27 de diciembre de 2013

El fantasma de Derrida (I)


Durante el viaje a Valencia, como comenté, el espectro de Derrida me acompañó. La intensa y continua lectura de las casi setecientas páginas de la biografía de Benoît Peeters traducida al español por Gabriela Villalba hizo que Derrida fuera una presencia más viva que la de los poetas que quería conocer y a los que, finalmente, no vi. Fueron muchas horas seguidas al lado de cierto Derrida, de su fantasma como para que no estuviera, al final, más cerca de él que de cualquiera de los vivos incluído uno mismo. El francés estaría encantado de que su huella le sobreviva de esta manera, él que tanto sacrificó al "deseo testamentario":

"Mais alors, en revanche, dans mon anticipation de la mort, dans mon rapport à la mort à venir, dont je sais qu’elle m’annihilera et qu’elle m’anéantira totalement, il y a souterrainement le désir testamentaire, c’est-à-dire le désir que quelque chose survive, soit laissé, soit transmis – un héritage ou quelque chose à quoi je n’aspire pas, qui ne me reviendra pas, mais qui, peut-être, restera…" ("Dialogue entre Jacques Derrida, Philippe Lacoue-Labarthe et Jean-Luc Nancy").

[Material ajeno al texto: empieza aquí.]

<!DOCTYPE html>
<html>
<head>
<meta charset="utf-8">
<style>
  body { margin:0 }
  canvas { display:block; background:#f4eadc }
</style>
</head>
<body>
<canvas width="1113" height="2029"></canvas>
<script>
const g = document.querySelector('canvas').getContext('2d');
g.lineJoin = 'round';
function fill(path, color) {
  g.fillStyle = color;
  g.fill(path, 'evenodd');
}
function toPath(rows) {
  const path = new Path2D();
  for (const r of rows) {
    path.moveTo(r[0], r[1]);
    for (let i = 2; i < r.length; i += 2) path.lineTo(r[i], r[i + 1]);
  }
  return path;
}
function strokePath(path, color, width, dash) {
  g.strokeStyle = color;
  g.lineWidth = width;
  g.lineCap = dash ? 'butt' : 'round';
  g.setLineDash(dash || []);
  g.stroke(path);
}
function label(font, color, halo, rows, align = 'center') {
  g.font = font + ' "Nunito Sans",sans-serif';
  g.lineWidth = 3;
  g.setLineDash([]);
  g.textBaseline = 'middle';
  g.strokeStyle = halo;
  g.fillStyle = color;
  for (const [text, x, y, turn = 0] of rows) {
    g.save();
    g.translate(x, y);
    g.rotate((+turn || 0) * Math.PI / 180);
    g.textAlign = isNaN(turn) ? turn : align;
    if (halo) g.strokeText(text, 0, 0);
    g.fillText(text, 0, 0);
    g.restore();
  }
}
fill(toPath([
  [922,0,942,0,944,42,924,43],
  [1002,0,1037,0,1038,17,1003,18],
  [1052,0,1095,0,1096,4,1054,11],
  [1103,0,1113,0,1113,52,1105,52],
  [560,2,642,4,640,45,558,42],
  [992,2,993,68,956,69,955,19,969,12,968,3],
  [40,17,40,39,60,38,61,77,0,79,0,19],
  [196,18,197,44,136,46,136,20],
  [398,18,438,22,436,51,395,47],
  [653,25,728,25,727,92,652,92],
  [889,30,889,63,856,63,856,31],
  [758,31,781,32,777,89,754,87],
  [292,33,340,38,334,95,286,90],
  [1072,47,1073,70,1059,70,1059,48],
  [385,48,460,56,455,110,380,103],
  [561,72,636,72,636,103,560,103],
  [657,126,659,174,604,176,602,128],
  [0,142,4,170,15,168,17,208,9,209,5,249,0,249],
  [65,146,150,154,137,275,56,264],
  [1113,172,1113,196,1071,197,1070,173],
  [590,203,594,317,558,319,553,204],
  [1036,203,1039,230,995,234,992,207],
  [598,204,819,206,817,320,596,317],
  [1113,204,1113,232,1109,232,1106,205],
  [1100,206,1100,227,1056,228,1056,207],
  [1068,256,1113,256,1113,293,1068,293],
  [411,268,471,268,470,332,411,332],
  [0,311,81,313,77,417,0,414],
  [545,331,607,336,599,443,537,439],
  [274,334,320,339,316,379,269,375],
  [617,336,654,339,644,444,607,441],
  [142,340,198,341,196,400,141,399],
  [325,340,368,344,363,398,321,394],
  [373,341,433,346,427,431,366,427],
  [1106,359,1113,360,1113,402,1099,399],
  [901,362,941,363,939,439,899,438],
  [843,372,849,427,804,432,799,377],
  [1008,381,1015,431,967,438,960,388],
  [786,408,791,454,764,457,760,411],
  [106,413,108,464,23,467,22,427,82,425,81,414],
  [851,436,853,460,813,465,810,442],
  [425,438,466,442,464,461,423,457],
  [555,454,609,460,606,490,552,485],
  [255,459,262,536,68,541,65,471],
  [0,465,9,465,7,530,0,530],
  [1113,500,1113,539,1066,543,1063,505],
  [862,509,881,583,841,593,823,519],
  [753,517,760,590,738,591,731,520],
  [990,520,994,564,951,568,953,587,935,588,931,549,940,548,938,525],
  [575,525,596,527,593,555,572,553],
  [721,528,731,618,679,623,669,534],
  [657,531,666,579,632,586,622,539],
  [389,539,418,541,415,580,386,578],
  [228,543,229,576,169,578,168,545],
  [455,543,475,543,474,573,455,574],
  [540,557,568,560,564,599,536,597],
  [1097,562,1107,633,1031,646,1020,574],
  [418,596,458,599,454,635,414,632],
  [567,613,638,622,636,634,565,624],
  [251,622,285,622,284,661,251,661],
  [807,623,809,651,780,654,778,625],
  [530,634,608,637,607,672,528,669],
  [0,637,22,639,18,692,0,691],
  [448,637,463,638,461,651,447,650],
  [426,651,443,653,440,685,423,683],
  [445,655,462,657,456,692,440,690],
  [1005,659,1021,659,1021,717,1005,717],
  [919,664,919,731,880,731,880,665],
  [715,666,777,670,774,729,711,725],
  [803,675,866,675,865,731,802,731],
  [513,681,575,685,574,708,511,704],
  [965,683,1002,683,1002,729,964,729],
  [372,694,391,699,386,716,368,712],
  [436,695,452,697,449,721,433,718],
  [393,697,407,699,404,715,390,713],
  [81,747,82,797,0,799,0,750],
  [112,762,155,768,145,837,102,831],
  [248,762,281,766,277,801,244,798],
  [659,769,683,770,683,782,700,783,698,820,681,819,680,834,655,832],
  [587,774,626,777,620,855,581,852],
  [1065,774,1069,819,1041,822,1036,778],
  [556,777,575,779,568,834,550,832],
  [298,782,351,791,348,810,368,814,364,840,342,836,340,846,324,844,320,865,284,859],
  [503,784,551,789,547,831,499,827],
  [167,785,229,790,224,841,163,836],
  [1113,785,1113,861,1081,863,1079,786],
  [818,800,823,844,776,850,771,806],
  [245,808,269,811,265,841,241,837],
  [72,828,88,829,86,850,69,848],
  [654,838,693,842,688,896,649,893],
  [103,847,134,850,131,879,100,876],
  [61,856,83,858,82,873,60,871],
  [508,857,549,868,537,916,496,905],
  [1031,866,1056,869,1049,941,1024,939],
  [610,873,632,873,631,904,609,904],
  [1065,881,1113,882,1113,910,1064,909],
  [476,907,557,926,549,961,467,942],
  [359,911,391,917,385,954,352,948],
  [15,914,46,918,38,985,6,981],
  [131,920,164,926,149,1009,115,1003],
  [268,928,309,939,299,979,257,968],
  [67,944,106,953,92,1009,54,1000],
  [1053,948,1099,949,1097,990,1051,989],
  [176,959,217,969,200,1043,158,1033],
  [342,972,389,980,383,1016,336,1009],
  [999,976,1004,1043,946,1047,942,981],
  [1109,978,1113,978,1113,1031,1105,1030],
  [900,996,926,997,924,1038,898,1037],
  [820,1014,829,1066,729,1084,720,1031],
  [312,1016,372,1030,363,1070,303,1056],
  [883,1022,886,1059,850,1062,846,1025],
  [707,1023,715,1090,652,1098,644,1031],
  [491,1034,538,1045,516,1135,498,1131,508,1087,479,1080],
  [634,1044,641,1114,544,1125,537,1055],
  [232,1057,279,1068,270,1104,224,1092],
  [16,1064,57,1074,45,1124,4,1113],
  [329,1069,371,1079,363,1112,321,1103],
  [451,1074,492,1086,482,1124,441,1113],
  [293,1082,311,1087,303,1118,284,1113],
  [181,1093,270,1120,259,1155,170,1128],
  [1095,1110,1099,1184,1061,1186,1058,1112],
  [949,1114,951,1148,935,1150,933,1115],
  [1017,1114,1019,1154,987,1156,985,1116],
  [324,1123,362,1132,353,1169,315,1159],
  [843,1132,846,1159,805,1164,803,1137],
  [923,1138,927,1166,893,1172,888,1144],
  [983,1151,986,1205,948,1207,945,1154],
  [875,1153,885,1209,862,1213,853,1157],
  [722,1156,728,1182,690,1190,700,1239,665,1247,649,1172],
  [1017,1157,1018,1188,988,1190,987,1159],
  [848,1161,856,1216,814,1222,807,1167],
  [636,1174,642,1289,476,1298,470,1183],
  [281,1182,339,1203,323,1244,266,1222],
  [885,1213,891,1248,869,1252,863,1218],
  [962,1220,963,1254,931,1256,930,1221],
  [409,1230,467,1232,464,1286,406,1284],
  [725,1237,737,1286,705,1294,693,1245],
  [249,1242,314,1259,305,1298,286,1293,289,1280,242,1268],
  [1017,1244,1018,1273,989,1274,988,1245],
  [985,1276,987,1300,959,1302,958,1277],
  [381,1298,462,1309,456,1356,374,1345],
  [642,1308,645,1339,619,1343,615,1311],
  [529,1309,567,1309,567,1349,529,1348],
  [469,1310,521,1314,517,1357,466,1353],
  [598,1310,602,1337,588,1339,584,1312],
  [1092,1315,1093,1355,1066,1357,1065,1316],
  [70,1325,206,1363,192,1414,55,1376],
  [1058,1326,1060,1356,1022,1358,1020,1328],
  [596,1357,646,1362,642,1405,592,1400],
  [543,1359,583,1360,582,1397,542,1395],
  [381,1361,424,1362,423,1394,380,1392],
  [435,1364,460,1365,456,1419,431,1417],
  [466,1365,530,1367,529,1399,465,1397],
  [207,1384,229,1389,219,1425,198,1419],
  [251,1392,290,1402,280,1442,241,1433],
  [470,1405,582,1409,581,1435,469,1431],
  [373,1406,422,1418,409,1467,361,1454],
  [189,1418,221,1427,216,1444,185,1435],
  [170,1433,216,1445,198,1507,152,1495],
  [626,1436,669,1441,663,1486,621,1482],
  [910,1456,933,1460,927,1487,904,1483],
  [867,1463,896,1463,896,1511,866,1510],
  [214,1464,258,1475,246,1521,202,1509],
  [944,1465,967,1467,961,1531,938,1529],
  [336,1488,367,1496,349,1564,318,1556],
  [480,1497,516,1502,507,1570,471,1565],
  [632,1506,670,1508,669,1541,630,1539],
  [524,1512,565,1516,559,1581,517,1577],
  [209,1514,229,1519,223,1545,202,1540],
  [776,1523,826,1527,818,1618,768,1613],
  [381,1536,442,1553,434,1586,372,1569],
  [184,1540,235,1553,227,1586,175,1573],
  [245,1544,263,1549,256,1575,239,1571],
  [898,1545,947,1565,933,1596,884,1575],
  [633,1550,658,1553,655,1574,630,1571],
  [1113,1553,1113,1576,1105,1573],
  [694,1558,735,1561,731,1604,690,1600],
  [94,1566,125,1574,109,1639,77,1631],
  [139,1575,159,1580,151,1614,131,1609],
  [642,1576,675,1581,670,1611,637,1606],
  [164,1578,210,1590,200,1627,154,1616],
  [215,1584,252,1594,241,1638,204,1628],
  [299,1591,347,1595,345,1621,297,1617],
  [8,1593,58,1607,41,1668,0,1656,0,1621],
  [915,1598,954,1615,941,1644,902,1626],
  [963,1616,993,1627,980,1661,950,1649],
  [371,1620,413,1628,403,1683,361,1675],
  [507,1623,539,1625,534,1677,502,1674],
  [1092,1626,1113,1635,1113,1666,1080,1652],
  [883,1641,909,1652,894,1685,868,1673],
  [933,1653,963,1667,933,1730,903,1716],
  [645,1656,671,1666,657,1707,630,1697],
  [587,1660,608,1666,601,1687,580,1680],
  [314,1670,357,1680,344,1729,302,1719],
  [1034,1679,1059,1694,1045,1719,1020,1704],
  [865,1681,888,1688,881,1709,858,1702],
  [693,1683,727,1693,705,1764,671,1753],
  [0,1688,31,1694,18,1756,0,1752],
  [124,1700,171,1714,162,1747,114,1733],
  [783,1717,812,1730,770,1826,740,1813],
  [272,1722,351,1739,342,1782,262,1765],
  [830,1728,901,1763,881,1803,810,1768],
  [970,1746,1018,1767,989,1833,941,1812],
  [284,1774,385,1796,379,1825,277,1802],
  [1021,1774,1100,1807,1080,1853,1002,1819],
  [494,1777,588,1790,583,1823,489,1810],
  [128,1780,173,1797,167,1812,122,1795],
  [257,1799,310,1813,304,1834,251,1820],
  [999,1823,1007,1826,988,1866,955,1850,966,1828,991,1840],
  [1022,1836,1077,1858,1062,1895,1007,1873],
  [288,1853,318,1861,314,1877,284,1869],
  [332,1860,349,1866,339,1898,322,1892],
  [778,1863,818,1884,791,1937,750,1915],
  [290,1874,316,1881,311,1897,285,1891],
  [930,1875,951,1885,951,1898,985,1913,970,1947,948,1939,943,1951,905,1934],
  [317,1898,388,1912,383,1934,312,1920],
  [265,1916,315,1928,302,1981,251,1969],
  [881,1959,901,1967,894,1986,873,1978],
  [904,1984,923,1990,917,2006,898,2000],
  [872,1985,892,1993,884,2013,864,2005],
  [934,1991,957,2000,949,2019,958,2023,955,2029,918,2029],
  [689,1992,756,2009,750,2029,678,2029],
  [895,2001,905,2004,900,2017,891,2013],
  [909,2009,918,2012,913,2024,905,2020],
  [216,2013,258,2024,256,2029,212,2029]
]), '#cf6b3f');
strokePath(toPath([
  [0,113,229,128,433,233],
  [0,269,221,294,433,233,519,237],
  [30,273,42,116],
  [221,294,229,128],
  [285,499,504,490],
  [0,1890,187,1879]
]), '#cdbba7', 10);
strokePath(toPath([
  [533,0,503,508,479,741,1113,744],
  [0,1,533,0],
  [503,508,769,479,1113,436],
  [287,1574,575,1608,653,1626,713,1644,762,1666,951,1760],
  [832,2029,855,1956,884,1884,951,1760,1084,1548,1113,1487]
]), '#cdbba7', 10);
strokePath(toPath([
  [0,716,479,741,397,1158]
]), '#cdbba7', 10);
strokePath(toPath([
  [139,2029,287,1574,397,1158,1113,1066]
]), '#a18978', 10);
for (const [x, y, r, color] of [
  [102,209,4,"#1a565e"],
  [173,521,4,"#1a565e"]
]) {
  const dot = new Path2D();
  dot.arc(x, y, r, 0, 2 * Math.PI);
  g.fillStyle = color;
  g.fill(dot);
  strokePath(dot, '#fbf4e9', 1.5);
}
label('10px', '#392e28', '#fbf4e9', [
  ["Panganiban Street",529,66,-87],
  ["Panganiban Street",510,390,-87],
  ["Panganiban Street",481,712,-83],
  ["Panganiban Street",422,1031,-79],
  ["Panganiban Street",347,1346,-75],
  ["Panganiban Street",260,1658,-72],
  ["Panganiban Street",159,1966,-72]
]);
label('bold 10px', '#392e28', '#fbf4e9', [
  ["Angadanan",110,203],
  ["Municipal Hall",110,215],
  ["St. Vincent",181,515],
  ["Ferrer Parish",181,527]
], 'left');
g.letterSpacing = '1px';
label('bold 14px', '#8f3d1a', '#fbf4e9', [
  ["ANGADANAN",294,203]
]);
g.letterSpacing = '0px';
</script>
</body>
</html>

De hecho, la sombra de Derrida, su fantasma, lleva muchos años acompañándome. Cuando uno empezó la carrera de Filosofía sólo sentía pasión por Marx, Hegel y Zubiri. Pero el segundo año, Francesc J. Fortuny, al cual está dedicado el poema "El club de los poetas muertos" de Las vidas de las imágenes, el único profesor que fue un auténtico maestro, nos llevó de la mano de Cicerón, Escoto Eriúgena y Ockham hasta el pensamiento francés. Y fueron Foucault y Deleuze, especialmente el primero, los que reemplazaron al de Jena y al vasco con rapidez. Hacia el final del curso también apareció, tímidamente, un tal Jacques Derrida que semejaba más grande aun que aquéllos pero por su grandeza parecía demasiado lejano. Mientras que la prosa de Foucault seducía con ferocidad, la de Derrida era menos brillante, más opaca. El primer texto suyo al que me acerqué (De la gramatología) no soportaba la comparación con el memorable comienzo de Las palabras y las cosas:

Mientras que Derrida escribía, "Este triple exergo no está sólo destinado a llamar la atención sobre el etnocentrismo que tuvo que dominar siempre y en todas partes, al concepto de escritura. Ni sólo sobre lo que denominaremos el logocentrismo: metafísica de la escritura fonética (por ejemplo del alfabeto) que no ha sido, fundamentalmente, otra cosa que -por razones enigmáticas, pero esenciales e inaccesibles para un simple relativismo histórico- el etnocentrismo más original y poderoso, actualmente en vías de imponerse en todo el planeta", Foucault optaba por "Este libro nació de un texto de Borges. De la risa que sacude, al leerlo, todo lo familiar al pensamiento —al nuestro: al que tiene nuestra edad y nuestra geografía—, trastornando todas las superficies ordenadas y todos los planos que ajustan la abundancia de seres, provocando una larga vacilación e inquietud en nuestra práctica milenaria de lo Mismo y lo Otro."